Folha de S. Paulo
Não há crise de governabilidade, mas clara
degradação da República
A PF é um bastião de credibilidade, mas sua autonomia é vulnerável à interferência do Executivo e do STF
Não é novidade que o Brasil político vai
muito mal. Os sintomas estão em toda parte, mas há diagnósticos equivocados.
Desde visões hiperinstitucionalistas, que atribuem o atual estado de coisas ao
desenho institucional, no qual o suspeito usual é o presidencialismo
multipartidário, até o diagnóstico de que forças malignas estariam
usurpando poderes do Executivo.
Há, no entanto, uma explicação parcimoniosa que dá conta da maior parte do conflito: forças políticas rivais conquistaram o Executivo e o Legislativo.

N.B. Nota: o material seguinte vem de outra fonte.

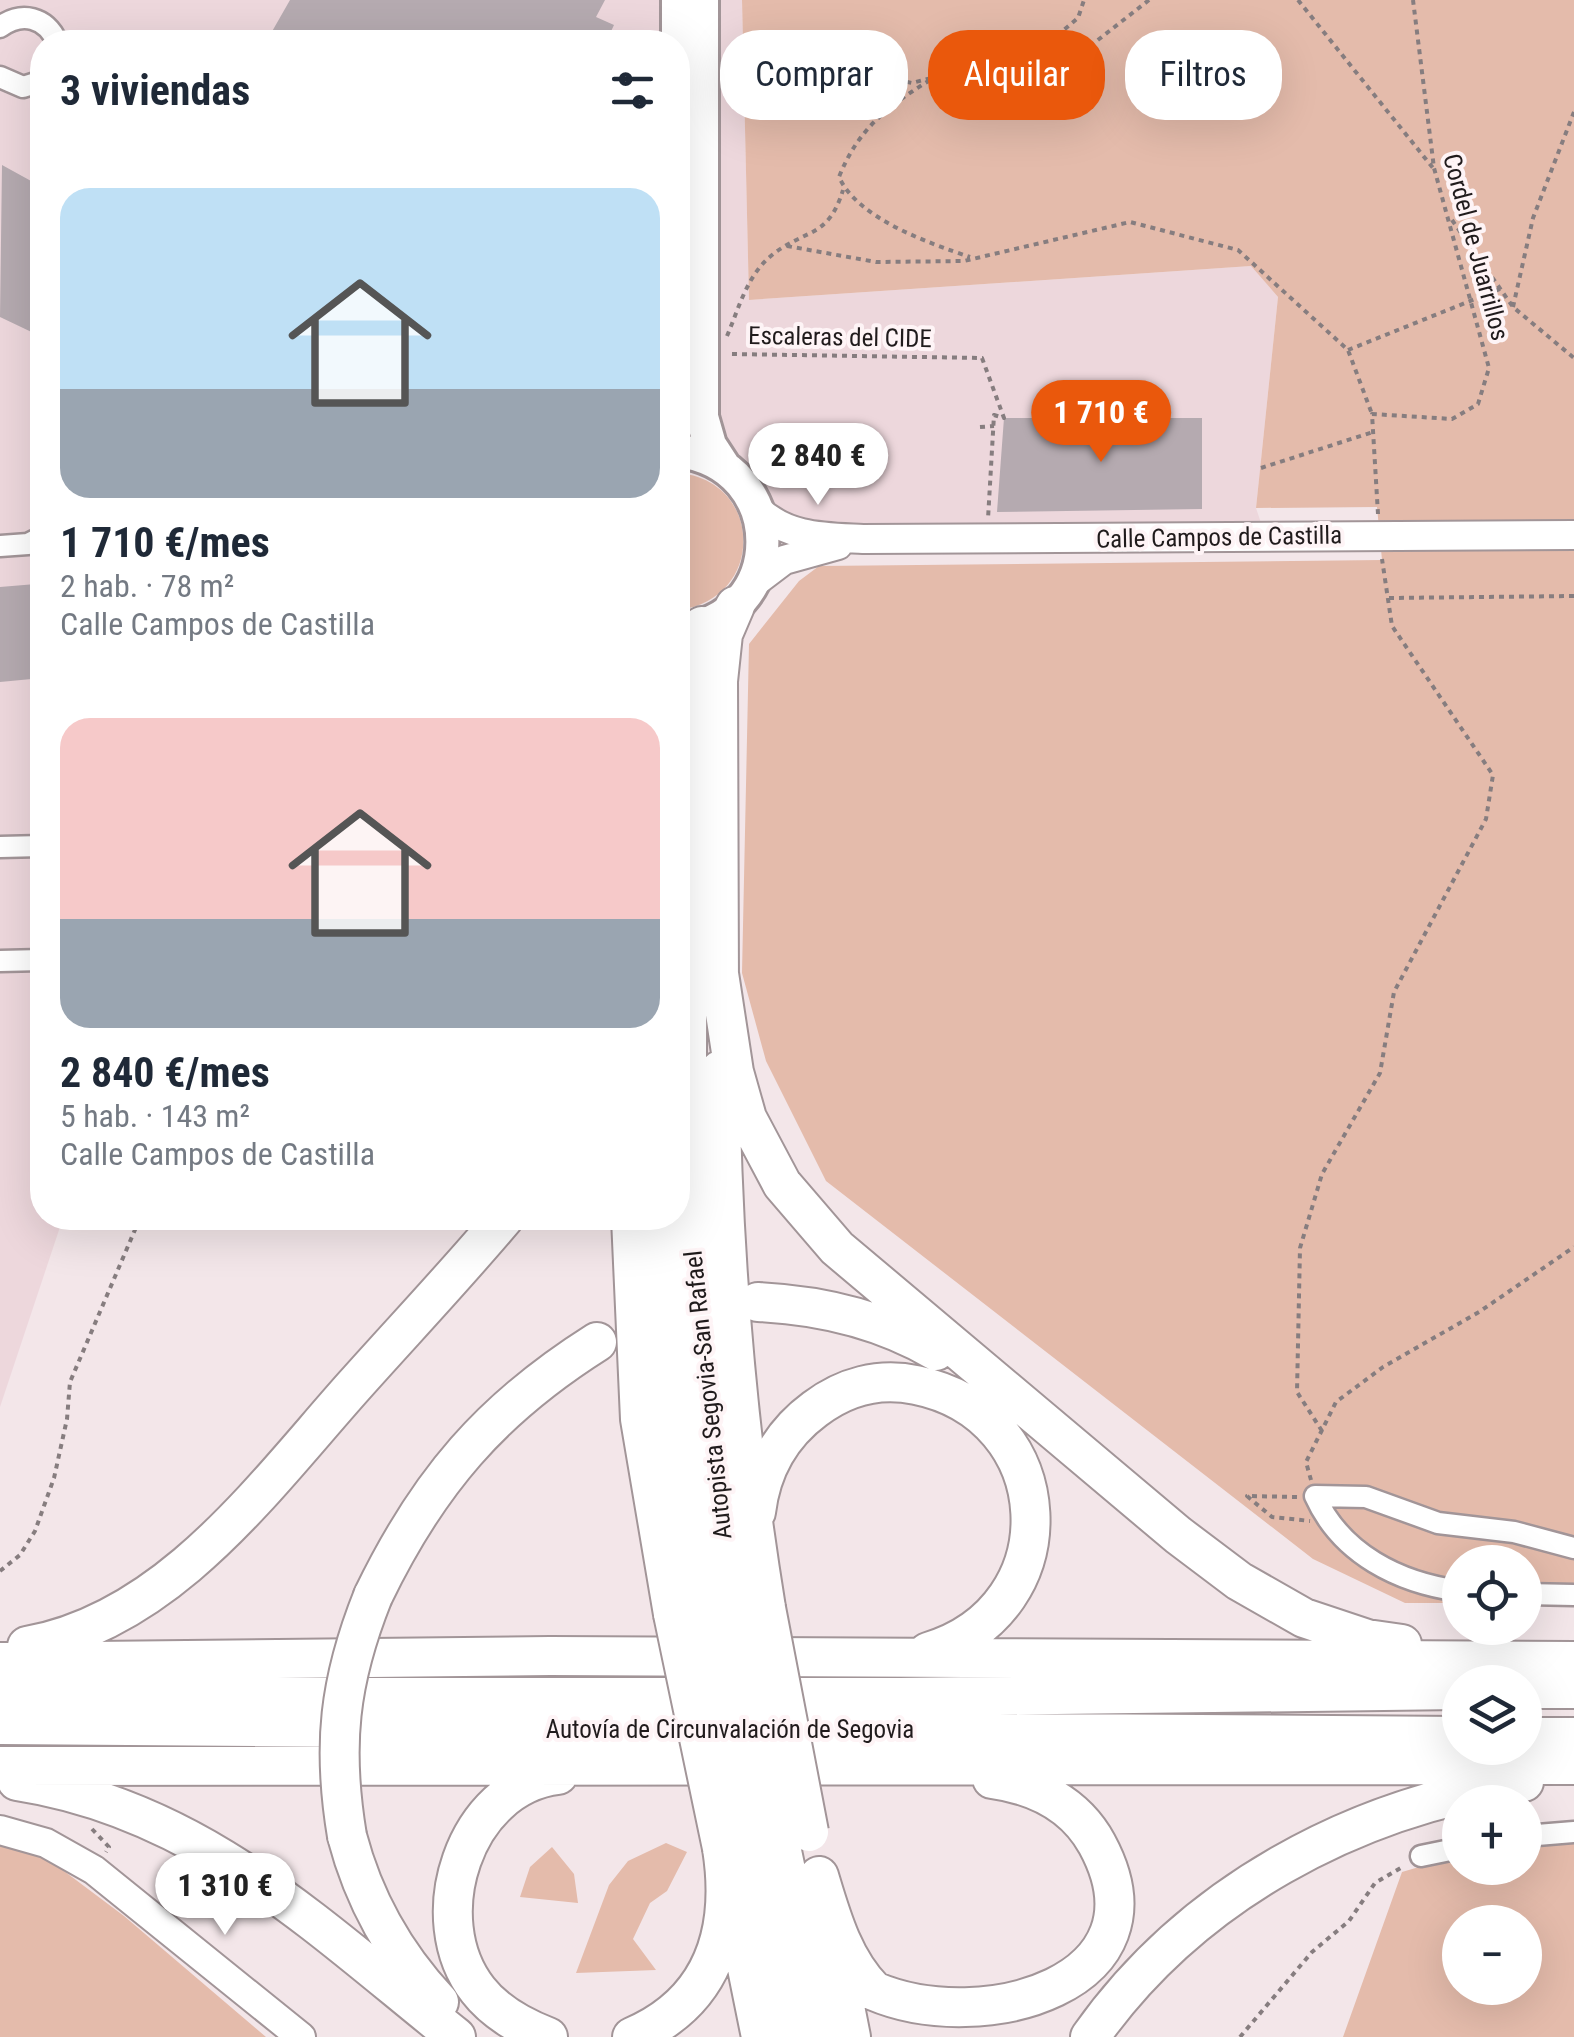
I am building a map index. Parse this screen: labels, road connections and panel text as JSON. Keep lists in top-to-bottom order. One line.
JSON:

Sob qualquer sistema de governo, haveria conflitos importantes entre os Poderes. É claro que, sob o presidencialismo, eles assumem mais contundência e possuem especificidades (em alguns casos, implicam em shutdown).
A cooperação entre forças rivais só existe
quando há ganhos de troca. Mas o problema é que, no país, isso vai muito além
de trocas legais; há muito mais que as pródigas salsichas de Bismarck. Não é
apenas realpolitik —barganha política e troca-troca de vantagens visando a
sobrevivência. Como mostrei
aqui. Elas envolvem crimes variados: de tráfico de influência
—passando por licenças para roubar— até desvio de recursos numa escala
colossal.
E não é só isso. Há flagrante violação da
accountability democrática. De um lado, abdicação da função de controle (por
exemplo, blindagem de fortes suspeitos
na CPI do INSS); de outro, abdicação da função representativa, como no caso
do acordão entre poder Executivo e setores da oposição no Congresso. A barganha
envolveu uma troca de R$ 20 bilhões pela aprovação
do PL da Dosimetria, que é objeto de discursos indignados de "defesa
da democracia" pelo governo e parlamentares de sua base.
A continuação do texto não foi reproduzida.